What you are asked to do:
All entries that follow are to be printed exactly as written.

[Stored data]
▬▬▬▬▬▬▬▬▬▬

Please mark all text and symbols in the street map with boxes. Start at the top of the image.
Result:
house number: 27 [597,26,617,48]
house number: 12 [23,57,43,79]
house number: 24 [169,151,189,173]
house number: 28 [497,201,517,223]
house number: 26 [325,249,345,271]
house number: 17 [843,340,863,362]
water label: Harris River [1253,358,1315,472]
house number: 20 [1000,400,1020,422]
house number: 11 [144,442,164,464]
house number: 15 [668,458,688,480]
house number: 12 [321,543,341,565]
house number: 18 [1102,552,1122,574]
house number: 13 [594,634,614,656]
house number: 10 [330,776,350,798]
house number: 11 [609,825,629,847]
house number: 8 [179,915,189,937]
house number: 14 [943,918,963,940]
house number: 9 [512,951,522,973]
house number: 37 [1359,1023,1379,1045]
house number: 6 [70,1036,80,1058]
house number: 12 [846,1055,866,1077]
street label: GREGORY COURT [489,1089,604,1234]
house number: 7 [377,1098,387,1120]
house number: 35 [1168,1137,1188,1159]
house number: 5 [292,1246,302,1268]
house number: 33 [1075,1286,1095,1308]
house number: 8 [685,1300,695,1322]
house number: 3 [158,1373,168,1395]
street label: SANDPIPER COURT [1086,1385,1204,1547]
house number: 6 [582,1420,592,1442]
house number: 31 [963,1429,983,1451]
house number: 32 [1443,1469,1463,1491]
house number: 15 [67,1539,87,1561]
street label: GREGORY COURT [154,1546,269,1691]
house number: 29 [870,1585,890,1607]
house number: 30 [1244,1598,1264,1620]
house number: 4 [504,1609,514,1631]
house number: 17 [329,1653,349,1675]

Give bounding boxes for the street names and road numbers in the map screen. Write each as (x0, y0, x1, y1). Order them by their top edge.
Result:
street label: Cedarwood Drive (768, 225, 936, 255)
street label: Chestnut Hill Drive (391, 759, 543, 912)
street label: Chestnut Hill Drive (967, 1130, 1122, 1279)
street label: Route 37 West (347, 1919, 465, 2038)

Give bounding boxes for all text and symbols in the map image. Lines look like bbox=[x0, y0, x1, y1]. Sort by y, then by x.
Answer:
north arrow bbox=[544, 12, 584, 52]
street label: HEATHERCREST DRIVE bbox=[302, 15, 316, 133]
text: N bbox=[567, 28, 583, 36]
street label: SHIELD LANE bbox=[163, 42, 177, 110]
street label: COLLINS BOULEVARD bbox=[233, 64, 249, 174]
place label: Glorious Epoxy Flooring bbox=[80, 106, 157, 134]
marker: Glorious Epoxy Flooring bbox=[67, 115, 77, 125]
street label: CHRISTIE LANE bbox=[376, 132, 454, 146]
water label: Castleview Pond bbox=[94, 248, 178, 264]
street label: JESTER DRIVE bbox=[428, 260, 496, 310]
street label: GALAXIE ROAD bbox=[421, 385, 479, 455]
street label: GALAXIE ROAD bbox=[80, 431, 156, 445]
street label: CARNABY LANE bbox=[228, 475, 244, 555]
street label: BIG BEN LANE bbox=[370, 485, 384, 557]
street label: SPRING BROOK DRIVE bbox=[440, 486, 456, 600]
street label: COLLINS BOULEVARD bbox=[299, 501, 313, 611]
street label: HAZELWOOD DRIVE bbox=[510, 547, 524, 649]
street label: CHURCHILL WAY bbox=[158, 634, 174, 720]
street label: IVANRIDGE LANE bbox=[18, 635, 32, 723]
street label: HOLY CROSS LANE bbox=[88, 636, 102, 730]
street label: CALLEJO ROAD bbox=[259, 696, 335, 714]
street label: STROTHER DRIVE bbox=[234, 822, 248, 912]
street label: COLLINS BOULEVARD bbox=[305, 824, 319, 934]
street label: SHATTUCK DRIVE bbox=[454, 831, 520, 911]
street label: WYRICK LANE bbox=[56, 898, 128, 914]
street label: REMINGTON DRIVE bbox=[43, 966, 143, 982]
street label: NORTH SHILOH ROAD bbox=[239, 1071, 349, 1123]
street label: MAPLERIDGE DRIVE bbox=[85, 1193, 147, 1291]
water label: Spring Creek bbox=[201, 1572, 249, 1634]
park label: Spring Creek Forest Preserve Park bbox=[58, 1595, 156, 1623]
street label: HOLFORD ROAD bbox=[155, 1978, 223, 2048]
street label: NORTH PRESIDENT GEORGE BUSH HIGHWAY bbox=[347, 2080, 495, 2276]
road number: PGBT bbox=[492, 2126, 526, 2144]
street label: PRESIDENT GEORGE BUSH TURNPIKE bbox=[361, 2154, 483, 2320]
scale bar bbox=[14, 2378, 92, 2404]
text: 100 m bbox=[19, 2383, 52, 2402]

▬▬▬▬▬▬▬▬▬▬

Task solution:
Please mark all text and symbols in the street map with boxes. Start at the top of the image.
Result:
house number: 27 [597,26,617,48]
house number: 12 [23,57,43,79]
house number: 24 [169,151,189,173]
house number: 28 [497,201,517,223]
house number: 26 [325,249,345,271]
house number: 17 [843,340,863,362]
water label: Harris River [1253,358,1315,472]
house number: 20 [1000,400,1020,422]
house number: 11 [144,442,164,464]
house number: 15 [668,458,688,480]
house number: 12 [321,543,341,565]
house number: 18 [1102,552,1122,574]
house number: 13 [594,634,614,656]
house number: 10 [330,776,350,798]
house number: 11 [609,825,629,847]
house number: 8 [179,915,189,937]
house number: 14 [943,918,963,940]
house number: 9 [512,951,522,973]
house number: 37 [1359,1023,1379,1045]
house number: 6 [70,1036,80,1058]
house number: 12 [846,1055,866,1077]
street label: GREGORY COURT [489,1089,604,1234]
house number: 7 [377,1098,387,1120]
house number: 35 [1168,1137,1188,1159]
house number: 5 [292,1246,302,1268]
house number: 33 [1075,1286,1095,1308]
house number: 8 [685,1300,695,1322]
house number: 3 [158,1373,168,1395]
street label: SANDPIPER COURT [1086,1385,1204,1547]
house number: 6 [582,1420,592,1442]
house number: 31 [963,1429,983,1451]
house number: 32 [1443,1469,1463,1491]
house number: 15 [67,1539,87,1561]
street label: GREGORY COURT [154,1546,269,1691]
house number: 29 [870,1585,890,1607]
house number: 30 [1244,1598,1264,1620]
house number: 4 [504,1609,514,1631]
house number: 17 [329,1653,349,1675]

Give bounding boxes for the street names and road numbers in the map screen. Write each as (x0, y0, x1, y1). Order them by their top edge.
Result:
street label: Cedarwood Drive (768, 225, 936, 255)
street label: Chestnut Hill Drive (391, 759, 543, 912)
street label: Chestnut Hill Drive (967, 1130, 1122, 1279)
street label: Route 37 West (347, 1919, 465, 2038)

Give bounding boxes for all text and symbols in the map image. Lines look like bbox=[x0, y0, x1, y1]. Sort by y, then by x.
Answer:
north arrow bbox=[544, 12, 584, 52]
street label: HEATHERCREST DRIVE bbox=[302, 15, 316, 133]
text: N bbox=[567, 28, 583, 36]
street label: SHIELD LANE bbox=[163, 42, 177, 110]
street label: COLLINS BOULEVARD bbox=[233, 64, 249, 174]
place label: Glorious Epoxy Flooring bbox=[80, 106, 157, 134]
marker: Glorious Epoxy Flooring bbox=[67, 115, 77, 125]
street label: CHRISTIE LANE bbox=[376, 132, 454, 146]
water label: Castleview Pond bbox=[94, 248, 178, 264]
street label: JESTER DRIVE bbox=[428, 260, 496, 310]
street label: GALAXIE ROAD bbox=[421, 385, 479, 455]
street label: GALAXIE ROAD bbox=[80, 431, 156, 445]
street label: CARNABY LANE bbox=[228, 475, 244, 555]
street label: BIG BEN LANE bbox=[370, 485, 384, 557]
street label: SPRING BROOK DRIVE bbox=[440, 486, 456, 600]
street label: COLLINS BOULEVARD bbox=[299, 501, 313, 611]
street label: HAZELWOOD DRIVE bbox=[510, 547, 524, 649]
street label: CHURCHILL WAY bbox=[158, 634, 174, 720]
street label: IVANRIDGE LANE bbox=[18, 635, 32, 723]
street label: HOLY CROSS LANE bbox=[88, 636, 102, 730]
street label: CALLEJO ROAD bbox=[259, 696, 335, 714]
street label: STROTHER DRIVE bbox=[234, 822, 248, 912]
street label: COLLINS BOULEVARD bbox=[305, 824, 319, 934]
street label: SHATTUCK DRIVE bbox=[454, 831, 520, 911]
street label: WYRICK LANE bbox=[56, 898, 128, 914]
street label: REMINGTON DRIVE bbox=[43, 966, 143, 982]
street label: NORTH SHILOH ROAD bbox=[239, 1071, 349, 1123]
street label: MAPLERIDGE DRIVE bbox=[85, 1193, 147, 1291]
water label: Spring Creek bbox=[201, 1572, 249, 1634]
park label: Spring Creek Forest Preserve Park bbox=[58, 1595, 156, 1623]
street label: HOLFORD ROAD bbox=[155, 1978, 223, 2048]
street label: NORTH PRESIDENT GEORGE BUSH HIGHWAY bbox=[347, 2080, 495, 2276]
road number: PGBT bbox=[492, 2126, 526, 2144]
street label: PRESIDENT GEORGE BUSH TURNPIKE bbox=[361, 2154, 483, 2320]
scale bar bbox=[14, 2378, 92, 2404]
text: 100 m bbox=[19, 2383, 52, 2402]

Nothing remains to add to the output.